**Given records**.
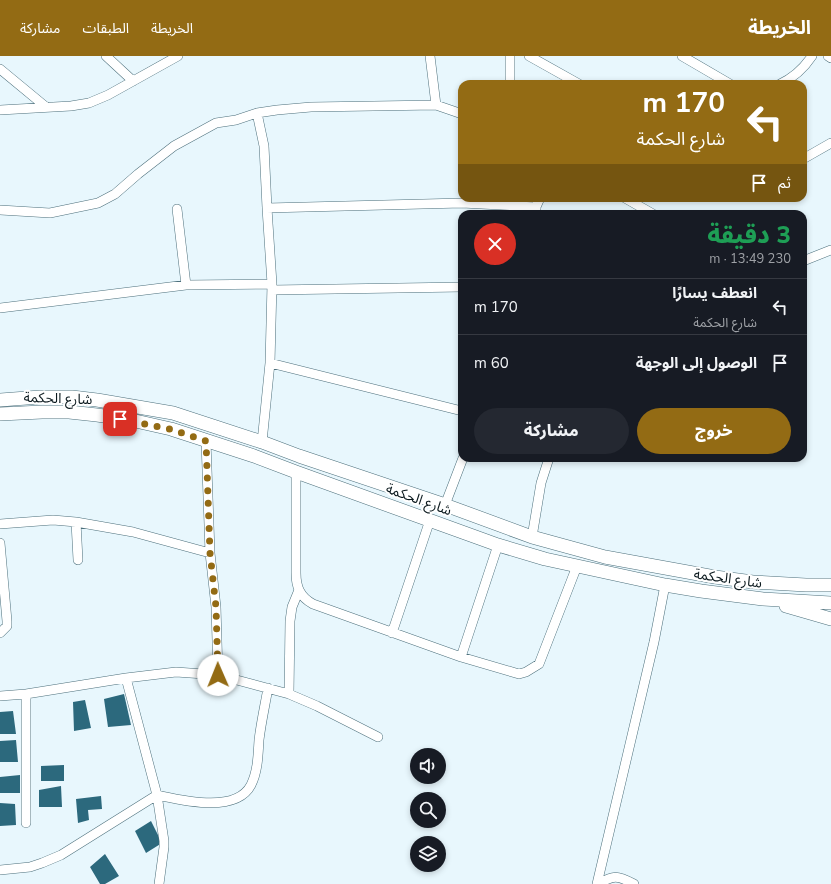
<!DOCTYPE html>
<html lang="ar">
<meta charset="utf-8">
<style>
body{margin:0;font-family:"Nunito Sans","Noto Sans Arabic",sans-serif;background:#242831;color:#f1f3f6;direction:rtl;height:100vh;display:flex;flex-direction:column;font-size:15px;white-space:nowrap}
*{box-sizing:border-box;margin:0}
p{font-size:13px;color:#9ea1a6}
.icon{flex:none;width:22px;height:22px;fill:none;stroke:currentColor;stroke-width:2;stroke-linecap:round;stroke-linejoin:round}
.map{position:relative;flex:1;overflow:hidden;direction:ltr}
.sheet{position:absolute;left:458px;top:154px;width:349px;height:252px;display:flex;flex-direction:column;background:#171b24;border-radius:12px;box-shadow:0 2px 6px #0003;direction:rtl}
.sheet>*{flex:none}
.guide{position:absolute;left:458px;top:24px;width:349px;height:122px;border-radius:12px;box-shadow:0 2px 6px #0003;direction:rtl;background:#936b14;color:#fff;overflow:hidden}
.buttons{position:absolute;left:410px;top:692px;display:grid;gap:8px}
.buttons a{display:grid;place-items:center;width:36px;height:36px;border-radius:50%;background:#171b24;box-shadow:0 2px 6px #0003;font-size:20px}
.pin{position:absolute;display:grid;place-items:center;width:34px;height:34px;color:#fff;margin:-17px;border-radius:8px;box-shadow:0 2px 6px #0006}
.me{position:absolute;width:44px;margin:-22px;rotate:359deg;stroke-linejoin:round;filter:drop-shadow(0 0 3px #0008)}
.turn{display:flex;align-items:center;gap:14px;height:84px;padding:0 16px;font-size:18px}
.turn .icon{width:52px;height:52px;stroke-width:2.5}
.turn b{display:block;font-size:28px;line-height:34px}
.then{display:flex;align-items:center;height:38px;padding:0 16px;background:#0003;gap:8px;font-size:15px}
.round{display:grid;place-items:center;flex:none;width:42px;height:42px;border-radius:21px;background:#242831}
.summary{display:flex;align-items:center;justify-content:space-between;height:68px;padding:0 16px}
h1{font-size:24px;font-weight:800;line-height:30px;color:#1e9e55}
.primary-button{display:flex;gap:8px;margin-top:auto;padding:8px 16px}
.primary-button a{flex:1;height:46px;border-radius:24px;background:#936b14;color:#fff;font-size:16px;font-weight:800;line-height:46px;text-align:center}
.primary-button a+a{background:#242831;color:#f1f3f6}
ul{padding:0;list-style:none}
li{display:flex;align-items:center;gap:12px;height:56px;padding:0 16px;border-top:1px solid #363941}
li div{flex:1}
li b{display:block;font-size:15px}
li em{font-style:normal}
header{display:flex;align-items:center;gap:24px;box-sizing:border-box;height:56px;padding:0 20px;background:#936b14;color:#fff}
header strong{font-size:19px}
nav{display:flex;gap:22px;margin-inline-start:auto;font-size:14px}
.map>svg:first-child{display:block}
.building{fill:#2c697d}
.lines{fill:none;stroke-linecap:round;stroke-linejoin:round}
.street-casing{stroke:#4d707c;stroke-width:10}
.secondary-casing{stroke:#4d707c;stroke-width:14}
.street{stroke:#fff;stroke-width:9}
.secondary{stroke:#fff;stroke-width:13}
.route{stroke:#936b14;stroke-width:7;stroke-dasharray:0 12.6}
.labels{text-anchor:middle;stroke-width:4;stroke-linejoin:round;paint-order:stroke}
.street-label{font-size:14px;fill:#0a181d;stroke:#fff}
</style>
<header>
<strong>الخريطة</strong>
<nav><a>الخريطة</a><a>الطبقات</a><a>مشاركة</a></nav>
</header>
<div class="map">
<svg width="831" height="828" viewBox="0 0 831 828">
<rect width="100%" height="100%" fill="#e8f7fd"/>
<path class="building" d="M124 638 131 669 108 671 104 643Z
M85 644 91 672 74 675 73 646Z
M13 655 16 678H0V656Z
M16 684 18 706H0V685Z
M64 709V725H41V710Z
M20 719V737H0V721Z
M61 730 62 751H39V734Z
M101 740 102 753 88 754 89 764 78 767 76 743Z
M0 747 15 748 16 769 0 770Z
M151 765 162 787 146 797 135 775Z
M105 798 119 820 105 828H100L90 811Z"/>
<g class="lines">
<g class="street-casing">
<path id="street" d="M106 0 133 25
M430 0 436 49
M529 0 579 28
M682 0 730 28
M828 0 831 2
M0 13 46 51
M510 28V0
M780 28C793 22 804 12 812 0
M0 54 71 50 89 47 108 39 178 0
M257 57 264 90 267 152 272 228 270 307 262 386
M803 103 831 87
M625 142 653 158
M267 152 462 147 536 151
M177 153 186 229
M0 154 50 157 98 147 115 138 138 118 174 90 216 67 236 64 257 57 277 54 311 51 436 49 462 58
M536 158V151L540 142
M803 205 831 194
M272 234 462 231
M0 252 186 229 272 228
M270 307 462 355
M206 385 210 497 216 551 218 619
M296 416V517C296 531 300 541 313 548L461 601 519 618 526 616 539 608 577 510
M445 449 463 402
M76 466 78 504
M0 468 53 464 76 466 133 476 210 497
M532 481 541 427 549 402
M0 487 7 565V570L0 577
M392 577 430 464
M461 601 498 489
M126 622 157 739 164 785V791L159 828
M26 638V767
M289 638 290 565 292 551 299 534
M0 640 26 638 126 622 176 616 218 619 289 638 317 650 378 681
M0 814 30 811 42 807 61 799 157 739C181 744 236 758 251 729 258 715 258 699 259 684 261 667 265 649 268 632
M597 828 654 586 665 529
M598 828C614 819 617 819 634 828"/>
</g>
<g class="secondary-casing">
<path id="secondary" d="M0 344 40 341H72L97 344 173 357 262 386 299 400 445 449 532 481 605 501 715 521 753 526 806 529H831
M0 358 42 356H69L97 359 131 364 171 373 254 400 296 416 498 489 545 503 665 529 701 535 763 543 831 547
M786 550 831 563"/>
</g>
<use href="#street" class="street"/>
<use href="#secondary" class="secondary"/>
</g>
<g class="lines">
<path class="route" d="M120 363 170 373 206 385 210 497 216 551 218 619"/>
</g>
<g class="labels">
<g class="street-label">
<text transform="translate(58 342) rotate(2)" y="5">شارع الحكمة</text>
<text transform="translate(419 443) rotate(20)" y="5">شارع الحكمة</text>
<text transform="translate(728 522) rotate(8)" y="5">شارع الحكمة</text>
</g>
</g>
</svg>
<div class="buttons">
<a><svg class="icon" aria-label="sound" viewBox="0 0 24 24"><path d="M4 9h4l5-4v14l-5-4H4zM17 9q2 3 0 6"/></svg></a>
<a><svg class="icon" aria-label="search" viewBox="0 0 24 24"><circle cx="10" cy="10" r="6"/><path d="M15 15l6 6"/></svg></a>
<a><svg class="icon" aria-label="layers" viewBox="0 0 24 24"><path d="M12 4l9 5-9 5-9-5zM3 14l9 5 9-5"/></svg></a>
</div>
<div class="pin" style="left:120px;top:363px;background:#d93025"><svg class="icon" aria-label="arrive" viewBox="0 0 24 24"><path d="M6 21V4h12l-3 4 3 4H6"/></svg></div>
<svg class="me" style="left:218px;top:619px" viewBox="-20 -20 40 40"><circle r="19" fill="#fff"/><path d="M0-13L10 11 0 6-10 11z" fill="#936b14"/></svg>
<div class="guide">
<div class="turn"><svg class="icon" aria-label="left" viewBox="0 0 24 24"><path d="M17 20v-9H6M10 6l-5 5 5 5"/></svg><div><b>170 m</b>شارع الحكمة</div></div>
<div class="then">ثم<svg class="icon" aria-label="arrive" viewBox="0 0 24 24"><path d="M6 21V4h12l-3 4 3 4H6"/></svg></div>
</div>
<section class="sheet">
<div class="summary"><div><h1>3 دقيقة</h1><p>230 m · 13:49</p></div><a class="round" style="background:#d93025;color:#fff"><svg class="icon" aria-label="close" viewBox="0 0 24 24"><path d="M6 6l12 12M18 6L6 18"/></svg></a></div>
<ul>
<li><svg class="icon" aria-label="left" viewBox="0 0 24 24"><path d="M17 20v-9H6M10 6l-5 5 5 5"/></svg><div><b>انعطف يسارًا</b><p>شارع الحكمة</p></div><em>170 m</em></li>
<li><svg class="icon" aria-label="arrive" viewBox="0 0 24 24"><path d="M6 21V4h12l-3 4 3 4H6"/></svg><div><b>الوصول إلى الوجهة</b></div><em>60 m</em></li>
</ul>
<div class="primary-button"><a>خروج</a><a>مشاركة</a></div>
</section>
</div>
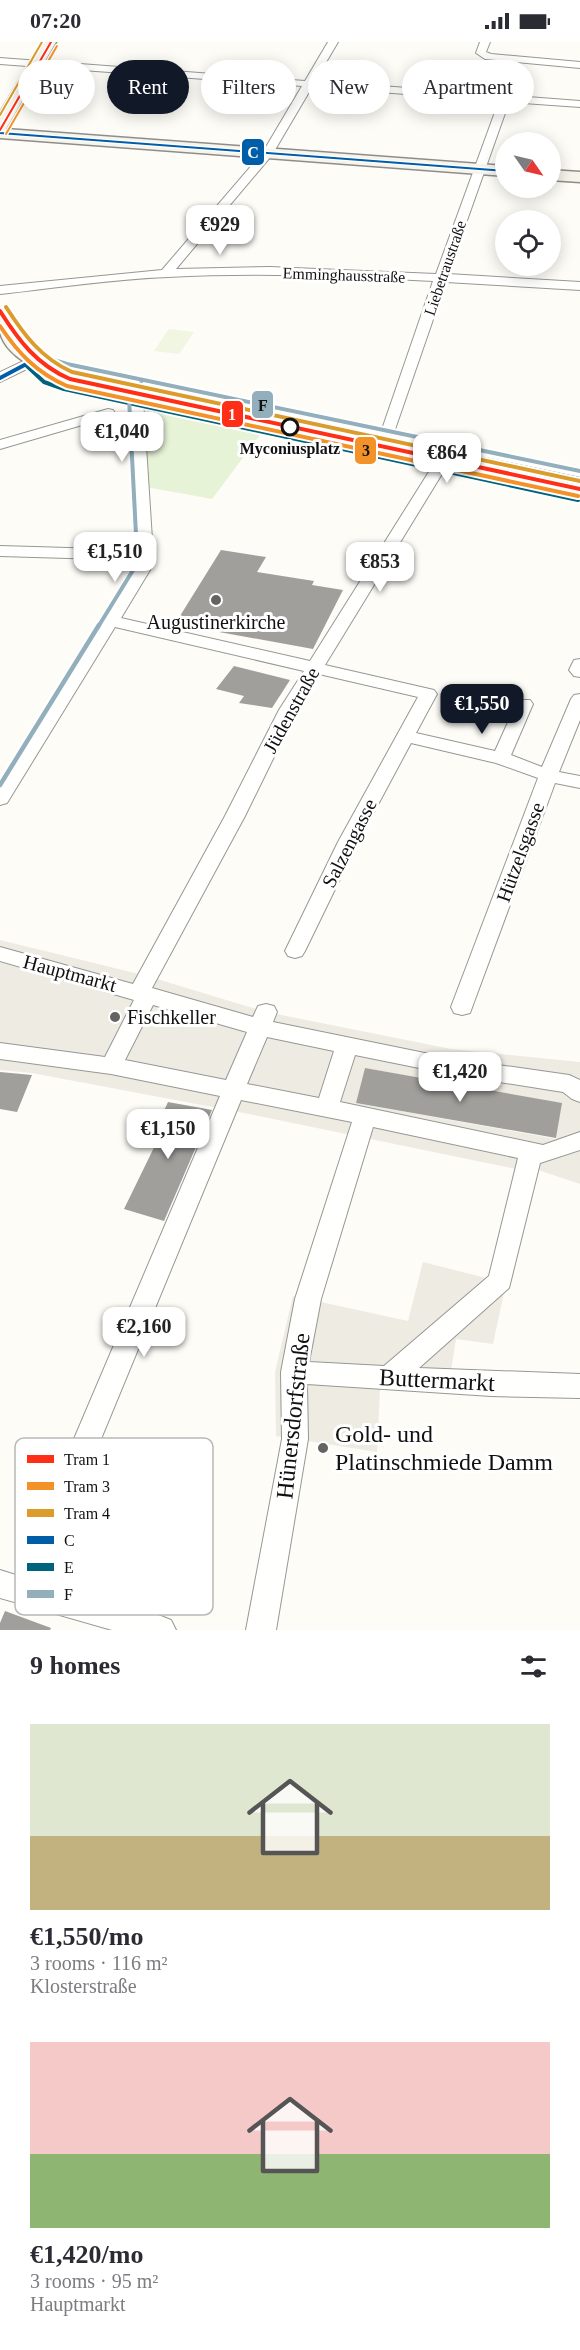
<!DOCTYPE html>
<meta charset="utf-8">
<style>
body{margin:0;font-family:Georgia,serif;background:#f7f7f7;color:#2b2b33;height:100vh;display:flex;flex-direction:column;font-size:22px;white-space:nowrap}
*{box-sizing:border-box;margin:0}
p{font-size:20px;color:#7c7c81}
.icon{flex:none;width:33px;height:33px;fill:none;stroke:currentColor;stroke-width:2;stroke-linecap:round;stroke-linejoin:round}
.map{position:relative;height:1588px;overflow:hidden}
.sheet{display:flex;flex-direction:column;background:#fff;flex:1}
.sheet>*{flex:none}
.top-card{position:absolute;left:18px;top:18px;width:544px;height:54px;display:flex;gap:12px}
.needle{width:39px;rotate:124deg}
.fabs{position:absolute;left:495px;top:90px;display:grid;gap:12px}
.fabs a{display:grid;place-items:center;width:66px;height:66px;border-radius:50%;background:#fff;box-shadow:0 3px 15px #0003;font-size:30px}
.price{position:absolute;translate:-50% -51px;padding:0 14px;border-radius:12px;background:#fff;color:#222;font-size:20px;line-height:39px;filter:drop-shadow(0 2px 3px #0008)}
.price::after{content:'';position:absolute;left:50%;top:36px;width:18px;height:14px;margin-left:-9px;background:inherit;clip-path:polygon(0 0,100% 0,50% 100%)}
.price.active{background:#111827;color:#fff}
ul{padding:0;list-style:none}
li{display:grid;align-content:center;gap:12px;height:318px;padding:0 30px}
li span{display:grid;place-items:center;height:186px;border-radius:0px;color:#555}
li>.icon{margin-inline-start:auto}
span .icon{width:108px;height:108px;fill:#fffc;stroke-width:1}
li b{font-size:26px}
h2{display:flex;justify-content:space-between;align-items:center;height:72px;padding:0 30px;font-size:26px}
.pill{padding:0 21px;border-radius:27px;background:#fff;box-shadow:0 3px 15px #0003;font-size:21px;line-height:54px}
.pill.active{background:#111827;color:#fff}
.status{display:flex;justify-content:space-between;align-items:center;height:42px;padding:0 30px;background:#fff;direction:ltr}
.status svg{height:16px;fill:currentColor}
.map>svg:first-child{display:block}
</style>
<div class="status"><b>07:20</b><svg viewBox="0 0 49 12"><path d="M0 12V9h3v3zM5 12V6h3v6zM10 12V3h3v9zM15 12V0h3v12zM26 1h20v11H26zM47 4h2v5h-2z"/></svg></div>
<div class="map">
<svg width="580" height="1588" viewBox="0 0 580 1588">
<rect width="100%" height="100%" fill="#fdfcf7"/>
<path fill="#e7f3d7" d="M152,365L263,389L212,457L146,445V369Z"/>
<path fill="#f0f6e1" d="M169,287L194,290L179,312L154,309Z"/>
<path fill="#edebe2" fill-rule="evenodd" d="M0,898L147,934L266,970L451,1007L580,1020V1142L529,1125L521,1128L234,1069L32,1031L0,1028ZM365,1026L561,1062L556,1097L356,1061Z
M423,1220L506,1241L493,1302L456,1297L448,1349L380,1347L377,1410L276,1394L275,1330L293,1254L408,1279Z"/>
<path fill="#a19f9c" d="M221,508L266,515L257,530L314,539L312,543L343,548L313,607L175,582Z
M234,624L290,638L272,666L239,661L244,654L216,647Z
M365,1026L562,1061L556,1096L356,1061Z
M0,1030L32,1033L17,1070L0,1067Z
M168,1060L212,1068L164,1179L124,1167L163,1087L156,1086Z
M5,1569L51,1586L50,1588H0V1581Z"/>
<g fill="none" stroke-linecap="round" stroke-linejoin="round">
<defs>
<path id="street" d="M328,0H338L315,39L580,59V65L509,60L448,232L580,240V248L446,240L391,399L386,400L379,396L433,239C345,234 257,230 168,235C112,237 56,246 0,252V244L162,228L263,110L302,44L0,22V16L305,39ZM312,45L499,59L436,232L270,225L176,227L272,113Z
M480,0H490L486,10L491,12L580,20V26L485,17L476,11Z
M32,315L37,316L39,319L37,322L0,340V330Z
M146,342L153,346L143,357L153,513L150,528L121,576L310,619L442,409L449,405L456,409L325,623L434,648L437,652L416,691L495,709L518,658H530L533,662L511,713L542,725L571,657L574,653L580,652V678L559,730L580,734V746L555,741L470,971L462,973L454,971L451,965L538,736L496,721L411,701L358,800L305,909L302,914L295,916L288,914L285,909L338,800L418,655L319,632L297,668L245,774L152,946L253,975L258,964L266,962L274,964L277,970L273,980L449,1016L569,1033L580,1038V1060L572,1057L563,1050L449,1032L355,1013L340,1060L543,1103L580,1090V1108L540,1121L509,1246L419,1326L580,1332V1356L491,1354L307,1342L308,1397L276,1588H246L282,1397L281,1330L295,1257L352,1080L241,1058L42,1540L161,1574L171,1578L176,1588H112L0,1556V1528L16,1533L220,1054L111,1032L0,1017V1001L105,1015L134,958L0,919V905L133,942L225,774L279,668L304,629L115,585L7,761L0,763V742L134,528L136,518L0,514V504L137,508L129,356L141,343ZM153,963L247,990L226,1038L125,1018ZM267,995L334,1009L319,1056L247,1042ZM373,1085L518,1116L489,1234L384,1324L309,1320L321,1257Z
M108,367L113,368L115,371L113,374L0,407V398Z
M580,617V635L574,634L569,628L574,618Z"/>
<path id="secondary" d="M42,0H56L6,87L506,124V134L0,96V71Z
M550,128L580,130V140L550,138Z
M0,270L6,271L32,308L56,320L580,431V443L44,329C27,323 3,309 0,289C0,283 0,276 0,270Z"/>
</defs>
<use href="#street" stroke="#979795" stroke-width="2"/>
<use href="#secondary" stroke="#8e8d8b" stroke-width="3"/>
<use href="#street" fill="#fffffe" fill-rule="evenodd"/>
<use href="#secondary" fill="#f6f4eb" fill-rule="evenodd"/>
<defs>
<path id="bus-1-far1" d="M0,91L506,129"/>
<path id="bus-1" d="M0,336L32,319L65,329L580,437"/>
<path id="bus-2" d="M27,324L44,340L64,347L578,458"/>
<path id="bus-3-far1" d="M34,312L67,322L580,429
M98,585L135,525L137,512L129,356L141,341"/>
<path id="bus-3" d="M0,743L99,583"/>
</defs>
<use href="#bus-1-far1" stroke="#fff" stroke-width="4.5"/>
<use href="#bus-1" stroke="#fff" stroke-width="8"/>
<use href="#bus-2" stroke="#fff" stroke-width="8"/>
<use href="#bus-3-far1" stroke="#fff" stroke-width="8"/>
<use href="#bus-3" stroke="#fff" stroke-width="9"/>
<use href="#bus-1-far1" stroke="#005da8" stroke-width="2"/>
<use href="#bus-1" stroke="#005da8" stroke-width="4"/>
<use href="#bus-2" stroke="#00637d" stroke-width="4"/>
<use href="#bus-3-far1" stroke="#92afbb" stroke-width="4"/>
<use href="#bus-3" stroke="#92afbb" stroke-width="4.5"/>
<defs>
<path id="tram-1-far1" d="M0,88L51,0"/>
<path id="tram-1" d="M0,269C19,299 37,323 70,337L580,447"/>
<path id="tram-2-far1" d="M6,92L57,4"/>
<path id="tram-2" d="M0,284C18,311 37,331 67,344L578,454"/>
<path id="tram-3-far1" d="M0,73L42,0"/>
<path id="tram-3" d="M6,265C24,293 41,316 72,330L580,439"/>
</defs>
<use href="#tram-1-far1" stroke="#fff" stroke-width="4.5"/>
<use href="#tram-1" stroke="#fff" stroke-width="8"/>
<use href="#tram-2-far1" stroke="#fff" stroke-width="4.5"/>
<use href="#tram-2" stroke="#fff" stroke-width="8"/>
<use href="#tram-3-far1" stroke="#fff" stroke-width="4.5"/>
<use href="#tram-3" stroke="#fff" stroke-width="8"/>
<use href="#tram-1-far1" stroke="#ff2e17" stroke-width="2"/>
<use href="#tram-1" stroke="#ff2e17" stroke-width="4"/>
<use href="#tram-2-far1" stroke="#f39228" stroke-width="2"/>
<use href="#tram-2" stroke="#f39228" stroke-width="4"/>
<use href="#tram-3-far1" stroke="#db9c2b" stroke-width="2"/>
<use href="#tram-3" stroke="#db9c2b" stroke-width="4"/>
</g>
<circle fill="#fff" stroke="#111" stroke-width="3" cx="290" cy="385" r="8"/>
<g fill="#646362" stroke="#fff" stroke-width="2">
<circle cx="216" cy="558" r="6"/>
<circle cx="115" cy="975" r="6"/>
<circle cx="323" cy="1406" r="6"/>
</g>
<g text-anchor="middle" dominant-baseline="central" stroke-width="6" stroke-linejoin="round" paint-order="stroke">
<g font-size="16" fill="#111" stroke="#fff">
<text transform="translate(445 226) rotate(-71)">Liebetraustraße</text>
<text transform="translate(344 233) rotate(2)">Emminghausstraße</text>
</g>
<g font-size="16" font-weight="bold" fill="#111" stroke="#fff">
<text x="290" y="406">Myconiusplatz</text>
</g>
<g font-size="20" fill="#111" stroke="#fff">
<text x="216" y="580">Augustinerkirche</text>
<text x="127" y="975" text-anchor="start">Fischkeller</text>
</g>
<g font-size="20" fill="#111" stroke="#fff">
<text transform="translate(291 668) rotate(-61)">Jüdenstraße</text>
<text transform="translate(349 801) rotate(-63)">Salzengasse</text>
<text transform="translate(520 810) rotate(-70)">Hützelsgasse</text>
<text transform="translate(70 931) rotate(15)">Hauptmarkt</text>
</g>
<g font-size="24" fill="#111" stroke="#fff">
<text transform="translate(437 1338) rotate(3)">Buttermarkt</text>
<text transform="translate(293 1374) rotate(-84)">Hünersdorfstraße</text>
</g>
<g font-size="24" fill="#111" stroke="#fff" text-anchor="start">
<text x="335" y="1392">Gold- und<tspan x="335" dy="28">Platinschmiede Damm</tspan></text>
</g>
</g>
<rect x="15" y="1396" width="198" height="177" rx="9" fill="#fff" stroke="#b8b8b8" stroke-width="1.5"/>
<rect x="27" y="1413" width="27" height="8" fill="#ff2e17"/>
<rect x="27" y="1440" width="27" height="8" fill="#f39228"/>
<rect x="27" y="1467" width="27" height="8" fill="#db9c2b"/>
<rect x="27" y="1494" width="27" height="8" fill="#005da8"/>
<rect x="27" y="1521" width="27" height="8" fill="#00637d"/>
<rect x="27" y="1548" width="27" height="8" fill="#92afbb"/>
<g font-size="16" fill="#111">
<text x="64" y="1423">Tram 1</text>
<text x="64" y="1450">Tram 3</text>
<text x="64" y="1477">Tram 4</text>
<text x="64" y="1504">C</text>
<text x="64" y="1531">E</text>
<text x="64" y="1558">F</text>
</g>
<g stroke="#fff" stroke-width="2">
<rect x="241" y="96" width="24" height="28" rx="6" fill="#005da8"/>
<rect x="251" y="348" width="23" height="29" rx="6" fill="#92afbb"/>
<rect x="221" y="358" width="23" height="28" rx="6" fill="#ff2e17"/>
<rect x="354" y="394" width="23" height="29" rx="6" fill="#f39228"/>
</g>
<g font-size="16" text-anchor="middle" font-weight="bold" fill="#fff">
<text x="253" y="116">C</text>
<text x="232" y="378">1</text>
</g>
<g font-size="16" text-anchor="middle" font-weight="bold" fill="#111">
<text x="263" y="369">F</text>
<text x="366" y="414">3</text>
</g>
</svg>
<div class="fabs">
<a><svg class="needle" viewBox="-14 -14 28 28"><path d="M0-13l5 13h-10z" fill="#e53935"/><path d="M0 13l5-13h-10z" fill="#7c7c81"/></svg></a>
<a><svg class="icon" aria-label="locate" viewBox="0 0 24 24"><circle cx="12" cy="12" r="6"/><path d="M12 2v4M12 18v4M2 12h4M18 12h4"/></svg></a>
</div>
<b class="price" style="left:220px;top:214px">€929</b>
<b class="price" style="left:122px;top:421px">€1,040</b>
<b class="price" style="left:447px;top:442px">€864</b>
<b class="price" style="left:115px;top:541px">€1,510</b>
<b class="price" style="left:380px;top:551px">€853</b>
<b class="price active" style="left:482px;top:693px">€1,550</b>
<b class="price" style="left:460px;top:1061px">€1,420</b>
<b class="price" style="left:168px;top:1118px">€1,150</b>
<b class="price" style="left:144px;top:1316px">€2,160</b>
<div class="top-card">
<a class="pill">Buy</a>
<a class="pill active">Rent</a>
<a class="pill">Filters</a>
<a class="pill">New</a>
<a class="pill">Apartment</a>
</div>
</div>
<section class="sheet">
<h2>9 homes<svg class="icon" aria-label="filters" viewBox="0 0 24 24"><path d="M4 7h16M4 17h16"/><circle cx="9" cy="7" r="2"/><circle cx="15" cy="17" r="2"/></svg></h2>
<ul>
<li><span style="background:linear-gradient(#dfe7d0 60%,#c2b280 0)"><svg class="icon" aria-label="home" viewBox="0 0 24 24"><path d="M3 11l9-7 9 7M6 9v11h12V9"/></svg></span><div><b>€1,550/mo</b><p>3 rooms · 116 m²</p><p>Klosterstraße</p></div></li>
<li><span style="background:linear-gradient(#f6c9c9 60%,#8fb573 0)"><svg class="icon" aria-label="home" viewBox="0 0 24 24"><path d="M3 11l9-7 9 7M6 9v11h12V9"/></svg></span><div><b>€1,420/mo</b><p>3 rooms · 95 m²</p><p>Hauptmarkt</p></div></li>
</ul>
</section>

**Your assignment**. Go through the entries above and report how many lines hold the word "fabs". Nothing but the number is needed.

**Task output**. 3